Bad Painting and Fake Artists


So, I painted today (as seen above). I am not a painter at all but have been writing a lot lately and needed a break but still wanted to let out some creative energy so I took some kids washable paints and made a pretty ordinary and generic painting, but hey I was happy with it. :) While I was painting I started thinking and getting angry. My housemate Heather is a painter, and she is VERY talented and my housemate Justin is a really good musician and I was thinking how as much as technology has opened up so many new fields and doors for artists its also allowed pretty talentless people to get credit for creating 'art'. Music is a huge example. With music mixing software you don't really have to know how to play anything if you know what sounds good you can use the computer to create the sounds of an 8 piece band while in your pj's picking your nose. With digital photography you can make most any picture cropped, colored, and focused to perfection. You don't have to know how to sing to sound good on a cd ect. I am not saying these things aren't useful or that all people who use technology to create these types of art are all talentless but if amazing musicians, painters, photographers were creating beauty without technology years before are we really all that good if we need technology to reach those heights?
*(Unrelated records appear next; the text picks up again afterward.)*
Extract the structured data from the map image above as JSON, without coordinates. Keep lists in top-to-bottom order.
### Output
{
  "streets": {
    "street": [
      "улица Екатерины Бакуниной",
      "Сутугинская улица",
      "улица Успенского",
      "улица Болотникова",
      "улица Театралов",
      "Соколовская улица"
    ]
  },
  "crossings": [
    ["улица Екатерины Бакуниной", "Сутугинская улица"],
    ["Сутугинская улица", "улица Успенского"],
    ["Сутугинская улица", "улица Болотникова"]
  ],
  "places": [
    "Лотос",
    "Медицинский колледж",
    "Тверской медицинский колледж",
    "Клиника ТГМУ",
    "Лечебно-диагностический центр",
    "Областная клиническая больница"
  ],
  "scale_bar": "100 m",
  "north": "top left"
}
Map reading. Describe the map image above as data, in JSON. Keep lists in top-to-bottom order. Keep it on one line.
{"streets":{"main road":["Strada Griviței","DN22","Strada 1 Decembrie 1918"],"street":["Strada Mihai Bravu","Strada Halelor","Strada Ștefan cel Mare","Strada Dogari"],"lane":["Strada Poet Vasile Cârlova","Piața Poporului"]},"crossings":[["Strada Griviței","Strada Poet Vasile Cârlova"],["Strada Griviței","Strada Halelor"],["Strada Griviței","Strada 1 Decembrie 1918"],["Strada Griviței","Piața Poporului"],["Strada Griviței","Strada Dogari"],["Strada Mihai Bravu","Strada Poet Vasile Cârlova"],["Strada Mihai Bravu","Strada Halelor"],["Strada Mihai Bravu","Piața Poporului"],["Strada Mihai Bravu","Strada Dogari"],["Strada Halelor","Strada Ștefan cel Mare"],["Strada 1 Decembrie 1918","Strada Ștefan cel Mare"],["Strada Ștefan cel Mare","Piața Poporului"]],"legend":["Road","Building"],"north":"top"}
P.S "How Hemingway Went" short,short by me will be up later tonight.

Bad Painting
Originally uploaded by aqueousillusion

Saturday, April 18, 2009

Twitter is a bad bad thing...

Hey all sorry its been a few days. Nothing has been getting much of my attention in way of writing except homework and, oh it hurts to say, Twitter. I know, I know, I just can't help it. I am addicted to Twitter. I think everyone likes being a little bit nosy and knowing what people are doing all day long, as well as telling others...well it grows on you. Isn't that why Myspace, Facebook, even blogging is addicting? Or at least part of it? I do plan on writing more and getting some parts of my short, short up shortly (ha ha) but I haven't finished it this week.
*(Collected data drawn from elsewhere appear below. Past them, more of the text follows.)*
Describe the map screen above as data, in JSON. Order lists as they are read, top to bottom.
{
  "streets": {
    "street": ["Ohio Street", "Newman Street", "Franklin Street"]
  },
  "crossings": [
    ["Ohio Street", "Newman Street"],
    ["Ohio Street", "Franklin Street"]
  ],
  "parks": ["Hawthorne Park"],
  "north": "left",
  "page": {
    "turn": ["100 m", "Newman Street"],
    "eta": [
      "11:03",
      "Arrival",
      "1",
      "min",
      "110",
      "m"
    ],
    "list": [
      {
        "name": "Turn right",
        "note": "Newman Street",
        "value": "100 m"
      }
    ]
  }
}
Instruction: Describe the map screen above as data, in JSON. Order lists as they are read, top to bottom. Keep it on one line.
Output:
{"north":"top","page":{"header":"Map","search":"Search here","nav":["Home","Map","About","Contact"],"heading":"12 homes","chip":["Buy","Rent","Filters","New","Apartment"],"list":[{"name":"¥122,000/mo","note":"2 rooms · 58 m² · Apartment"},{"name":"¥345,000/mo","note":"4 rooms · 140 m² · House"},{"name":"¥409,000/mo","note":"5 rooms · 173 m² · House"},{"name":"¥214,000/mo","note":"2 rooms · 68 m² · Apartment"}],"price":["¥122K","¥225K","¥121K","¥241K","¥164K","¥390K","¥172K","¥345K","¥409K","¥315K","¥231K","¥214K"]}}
In better news, I got my Shins tickets on Friday and am excited to drive up to WWU to see them. I have Cold War Kids on Wednesday as well, so fun times. I also bought my plane tickets to go home in ABQ and visit the fam who I miss SO much. All in All good week. Especially Justin making Groucho faces with the Dickydoo that Heather won at a bachelorette party. Penis' with think black mustaches, nothing more appealing!

Monday, April 13, 2009

Writing Heavily

My new short, short story is in progress. I am excited about it and have been writing pretty heavily these past three days. Surely I will have at least part of the story for you shortly. Of course it's a type of love story about many different people and how they all change one another's lives. Some of my highlighted characters are a painter, a musician, a pedophile, a widower, a divorcée, a student, and a sociopath who all pretty much fall in love with someone or something, or are ruined by someone else's love basically. It's actually a tragic love story but that's me I guess. I am having weird NIN and Animal Collective urges. I cannot stop listening. I think it may be the anxiety of getting to see them both in concert fairly soon. Speaking of concerts I passed on X on Saturday night. I wouldn't have gotten my $80.00 back by going so I slept in and daydreamt which was just fine with me. Off to do some college homework for my intro to rock class. G'night.

Saturday, April 11, 2009

Spiders are my Friends

So today I cleaned out our crazy gross garage to try and make space in our spare room. It was cold and dusty but I made some new multi-legged friends. They came from EVERYWHERE to greet me with multiple eyes and hungry bellies I am sure of it. Along with the dust bunnies and bubble foam it was a regular parrrtaaayyyy! But its cleaner now and my poor friends have went back to their homes in the crevices of our garage wall. In better news, X is tonight at Showbox Market and I'm going so that should be buckets of fun...I hope anyway. I will try to take pictures and think of glorious words to explain the event at a later time.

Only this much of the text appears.